### Directions for this task:
Whenever a line in the records below contains "font", pick it out.

### Data:
%%
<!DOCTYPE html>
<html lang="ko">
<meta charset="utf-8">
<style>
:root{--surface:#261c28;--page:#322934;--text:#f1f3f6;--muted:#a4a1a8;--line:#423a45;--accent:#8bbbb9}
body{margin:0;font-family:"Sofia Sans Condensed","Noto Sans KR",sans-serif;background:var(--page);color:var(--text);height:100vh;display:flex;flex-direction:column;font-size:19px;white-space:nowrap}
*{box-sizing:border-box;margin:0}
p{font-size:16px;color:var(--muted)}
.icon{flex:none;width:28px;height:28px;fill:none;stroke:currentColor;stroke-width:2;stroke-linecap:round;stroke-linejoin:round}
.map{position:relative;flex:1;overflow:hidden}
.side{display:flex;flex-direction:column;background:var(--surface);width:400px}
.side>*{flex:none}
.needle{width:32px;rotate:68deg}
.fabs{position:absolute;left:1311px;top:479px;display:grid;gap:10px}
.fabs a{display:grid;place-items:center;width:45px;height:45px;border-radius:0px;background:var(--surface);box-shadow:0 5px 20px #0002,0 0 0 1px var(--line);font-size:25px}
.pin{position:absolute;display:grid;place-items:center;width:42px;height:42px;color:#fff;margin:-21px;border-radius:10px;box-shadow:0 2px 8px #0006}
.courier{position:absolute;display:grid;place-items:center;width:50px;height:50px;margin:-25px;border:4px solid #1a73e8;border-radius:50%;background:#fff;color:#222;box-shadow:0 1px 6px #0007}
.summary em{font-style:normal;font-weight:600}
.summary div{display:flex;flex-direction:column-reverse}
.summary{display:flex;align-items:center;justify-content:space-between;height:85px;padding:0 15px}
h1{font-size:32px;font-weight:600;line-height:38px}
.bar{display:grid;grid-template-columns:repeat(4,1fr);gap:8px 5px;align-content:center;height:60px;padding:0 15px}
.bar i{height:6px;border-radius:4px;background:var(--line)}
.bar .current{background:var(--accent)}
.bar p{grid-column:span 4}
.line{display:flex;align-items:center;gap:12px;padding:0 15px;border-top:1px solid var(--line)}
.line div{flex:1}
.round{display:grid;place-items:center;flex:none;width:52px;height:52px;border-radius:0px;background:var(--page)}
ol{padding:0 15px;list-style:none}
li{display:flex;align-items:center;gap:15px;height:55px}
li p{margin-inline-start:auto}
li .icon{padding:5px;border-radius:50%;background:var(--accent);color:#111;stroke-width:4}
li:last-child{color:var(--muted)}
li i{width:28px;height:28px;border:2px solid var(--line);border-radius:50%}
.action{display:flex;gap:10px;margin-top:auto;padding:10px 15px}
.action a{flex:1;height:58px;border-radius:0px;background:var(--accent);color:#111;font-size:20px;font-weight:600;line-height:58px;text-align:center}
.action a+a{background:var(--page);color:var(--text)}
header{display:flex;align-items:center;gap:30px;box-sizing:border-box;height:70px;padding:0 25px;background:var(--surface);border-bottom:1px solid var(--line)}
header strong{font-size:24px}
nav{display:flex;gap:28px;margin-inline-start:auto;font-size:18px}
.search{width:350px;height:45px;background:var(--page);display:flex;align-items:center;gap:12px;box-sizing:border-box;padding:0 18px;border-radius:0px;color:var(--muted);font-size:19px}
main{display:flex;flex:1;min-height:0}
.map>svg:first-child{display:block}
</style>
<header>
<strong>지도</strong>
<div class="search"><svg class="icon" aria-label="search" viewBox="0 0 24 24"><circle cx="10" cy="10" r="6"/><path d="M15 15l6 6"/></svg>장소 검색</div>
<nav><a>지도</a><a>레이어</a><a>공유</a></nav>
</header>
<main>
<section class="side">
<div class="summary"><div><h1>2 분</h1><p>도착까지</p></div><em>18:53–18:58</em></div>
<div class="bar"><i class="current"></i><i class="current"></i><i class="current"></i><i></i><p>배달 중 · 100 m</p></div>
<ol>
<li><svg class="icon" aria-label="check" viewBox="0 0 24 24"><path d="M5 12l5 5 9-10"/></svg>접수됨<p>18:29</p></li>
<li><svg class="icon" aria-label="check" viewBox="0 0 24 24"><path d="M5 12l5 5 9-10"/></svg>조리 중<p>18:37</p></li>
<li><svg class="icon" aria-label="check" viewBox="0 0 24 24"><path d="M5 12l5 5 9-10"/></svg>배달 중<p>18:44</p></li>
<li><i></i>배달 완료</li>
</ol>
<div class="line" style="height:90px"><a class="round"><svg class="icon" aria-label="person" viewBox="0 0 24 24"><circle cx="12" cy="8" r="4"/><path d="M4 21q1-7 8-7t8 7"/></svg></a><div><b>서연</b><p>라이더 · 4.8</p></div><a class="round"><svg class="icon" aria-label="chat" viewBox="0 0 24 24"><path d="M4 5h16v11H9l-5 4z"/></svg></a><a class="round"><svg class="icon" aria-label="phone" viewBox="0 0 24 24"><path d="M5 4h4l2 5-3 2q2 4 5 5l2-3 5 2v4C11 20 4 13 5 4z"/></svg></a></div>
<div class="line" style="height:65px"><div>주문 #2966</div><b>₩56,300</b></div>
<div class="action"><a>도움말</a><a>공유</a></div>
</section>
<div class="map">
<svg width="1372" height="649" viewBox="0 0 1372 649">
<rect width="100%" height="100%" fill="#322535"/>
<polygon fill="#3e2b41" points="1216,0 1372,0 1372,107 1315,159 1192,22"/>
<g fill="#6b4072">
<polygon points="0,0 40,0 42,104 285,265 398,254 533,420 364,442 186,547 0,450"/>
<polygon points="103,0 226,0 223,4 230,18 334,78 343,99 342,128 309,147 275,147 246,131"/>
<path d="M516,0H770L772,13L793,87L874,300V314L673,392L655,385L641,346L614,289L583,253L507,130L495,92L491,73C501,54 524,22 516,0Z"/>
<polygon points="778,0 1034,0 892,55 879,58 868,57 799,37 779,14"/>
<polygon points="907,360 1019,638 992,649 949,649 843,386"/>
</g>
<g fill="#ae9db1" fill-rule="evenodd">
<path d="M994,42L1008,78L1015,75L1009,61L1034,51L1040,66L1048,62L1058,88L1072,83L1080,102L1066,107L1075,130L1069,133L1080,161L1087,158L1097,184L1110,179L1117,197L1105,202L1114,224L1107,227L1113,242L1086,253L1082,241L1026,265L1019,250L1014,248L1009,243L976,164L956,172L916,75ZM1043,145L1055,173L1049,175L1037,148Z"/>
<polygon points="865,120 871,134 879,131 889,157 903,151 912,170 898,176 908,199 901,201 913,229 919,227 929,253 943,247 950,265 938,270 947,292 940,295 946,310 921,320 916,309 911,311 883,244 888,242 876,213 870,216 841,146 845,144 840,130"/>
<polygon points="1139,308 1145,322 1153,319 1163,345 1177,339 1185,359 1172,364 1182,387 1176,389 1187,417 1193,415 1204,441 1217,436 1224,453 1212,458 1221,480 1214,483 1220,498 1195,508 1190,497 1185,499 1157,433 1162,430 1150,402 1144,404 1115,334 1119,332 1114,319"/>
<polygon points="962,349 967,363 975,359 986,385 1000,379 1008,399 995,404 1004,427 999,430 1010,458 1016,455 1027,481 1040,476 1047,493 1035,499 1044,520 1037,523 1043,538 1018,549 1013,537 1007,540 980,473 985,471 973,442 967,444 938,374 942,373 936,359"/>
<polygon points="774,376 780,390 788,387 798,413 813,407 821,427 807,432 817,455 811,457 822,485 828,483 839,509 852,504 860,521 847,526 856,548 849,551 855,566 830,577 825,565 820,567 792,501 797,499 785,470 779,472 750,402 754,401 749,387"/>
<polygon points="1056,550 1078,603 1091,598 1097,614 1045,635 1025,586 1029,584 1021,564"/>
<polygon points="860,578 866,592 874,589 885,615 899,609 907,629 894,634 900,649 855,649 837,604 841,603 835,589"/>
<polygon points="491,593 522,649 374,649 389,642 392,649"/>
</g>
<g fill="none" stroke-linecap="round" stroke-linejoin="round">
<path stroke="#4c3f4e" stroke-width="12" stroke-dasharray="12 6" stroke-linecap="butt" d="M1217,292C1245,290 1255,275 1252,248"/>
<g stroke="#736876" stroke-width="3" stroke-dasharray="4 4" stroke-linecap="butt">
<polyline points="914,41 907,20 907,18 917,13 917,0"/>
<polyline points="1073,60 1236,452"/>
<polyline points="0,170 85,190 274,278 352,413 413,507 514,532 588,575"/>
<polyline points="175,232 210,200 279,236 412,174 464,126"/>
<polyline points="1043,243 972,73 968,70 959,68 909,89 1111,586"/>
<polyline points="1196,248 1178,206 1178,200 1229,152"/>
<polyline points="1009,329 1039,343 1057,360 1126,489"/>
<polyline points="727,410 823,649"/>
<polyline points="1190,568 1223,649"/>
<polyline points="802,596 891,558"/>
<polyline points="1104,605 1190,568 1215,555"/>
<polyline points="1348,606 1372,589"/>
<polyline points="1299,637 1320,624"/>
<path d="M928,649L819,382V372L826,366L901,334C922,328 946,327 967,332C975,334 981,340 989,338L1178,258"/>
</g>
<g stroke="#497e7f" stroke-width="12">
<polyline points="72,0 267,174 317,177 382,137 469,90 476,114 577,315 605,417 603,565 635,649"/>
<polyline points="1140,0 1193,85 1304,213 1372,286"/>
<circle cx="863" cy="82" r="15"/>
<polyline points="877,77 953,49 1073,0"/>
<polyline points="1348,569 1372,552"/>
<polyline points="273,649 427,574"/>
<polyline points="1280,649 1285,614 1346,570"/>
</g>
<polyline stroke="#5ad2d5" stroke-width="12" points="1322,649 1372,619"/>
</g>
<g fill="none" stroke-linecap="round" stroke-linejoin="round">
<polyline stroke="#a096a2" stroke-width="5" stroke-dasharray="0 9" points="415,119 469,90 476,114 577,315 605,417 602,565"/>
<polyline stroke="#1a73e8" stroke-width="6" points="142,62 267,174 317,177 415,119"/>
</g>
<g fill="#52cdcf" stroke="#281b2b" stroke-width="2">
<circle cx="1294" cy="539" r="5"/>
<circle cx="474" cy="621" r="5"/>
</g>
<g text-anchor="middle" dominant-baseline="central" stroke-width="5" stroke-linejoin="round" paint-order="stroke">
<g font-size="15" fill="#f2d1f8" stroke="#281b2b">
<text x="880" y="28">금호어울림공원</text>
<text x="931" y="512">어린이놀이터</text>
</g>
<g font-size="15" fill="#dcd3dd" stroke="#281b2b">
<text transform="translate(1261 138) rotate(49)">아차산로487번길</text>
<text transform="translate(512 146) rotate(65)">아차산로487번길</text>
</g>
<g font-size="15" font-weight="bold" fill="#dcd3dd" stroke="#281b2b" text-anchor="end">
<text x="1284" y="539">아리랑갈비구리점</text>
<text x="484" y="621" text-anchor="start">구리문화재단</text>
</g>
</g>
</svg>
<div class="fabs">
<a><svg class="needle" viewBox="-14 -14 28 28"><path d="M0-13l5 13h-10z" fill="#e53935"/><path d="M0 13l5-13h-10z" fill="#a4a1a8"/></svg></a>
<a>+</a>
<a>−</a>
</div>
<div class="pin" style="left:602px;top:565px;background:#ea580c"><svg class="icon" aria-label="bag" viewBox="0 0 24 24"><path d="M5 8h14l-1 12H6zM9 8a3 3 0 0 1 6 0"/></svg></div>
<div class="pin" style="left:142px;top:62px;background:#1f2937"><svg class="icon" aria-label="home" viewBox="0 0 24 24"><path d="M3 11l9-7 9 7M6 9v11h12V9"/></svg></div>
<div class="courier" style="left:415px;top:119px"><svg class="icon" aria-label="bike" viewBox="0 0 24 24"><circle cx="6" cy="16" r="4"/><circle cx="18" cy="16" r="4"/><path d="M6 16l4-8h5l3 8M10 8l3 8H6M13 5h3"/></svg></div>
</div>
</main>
%%
### Answer to the problem:
body{margin:0;font-family:"Sofia Sans Condensed","Noto Sans KR",sans-serif;background:var(--page);color:var(--text);height:100vh;display:flex;flex-direction:column;font-size:19px;white-space:nowrap}
p{font-size:16px;color:var(--muted)}
.fabs a{display:grid;place-items:center;width:45px;height:45px;border-radius:0px;background:var(--surface);box-shadow:0 5px 20px #0002,0 0 0 1px var(--line);font-size:25px}
.summary em{font-style:normal;font-weight:600}
h1{font-size:32px;font-weight:600;line-height:38px}
.action a{flex:1;height:58px;border-radius:0px;background:var(--accent);color:#111;font-size:20px;font-weight:600;line-height:58px;text-align:center}
header strong{font-size:24px}
nav{display:flex;gap:28px;margin-inline-start:auto;font-size:18px}
.search{width:350px;height:45px;background:var(--page);display:flex;align-items:center;gap:12px;box-sizing:border-box;padding:0 18px;border-radius:0px;color:var(--muted);font-size:19px}
<g font-size="15" fill="#f2d1f8" stroke="#281b2b">
<g font-size="15" fill="#dcd3dd" stroke="#281b2b">
<g font-size="15" font-weight="bold" fill="#dcd3dd" stroke="#281b2b" text-anchor="end">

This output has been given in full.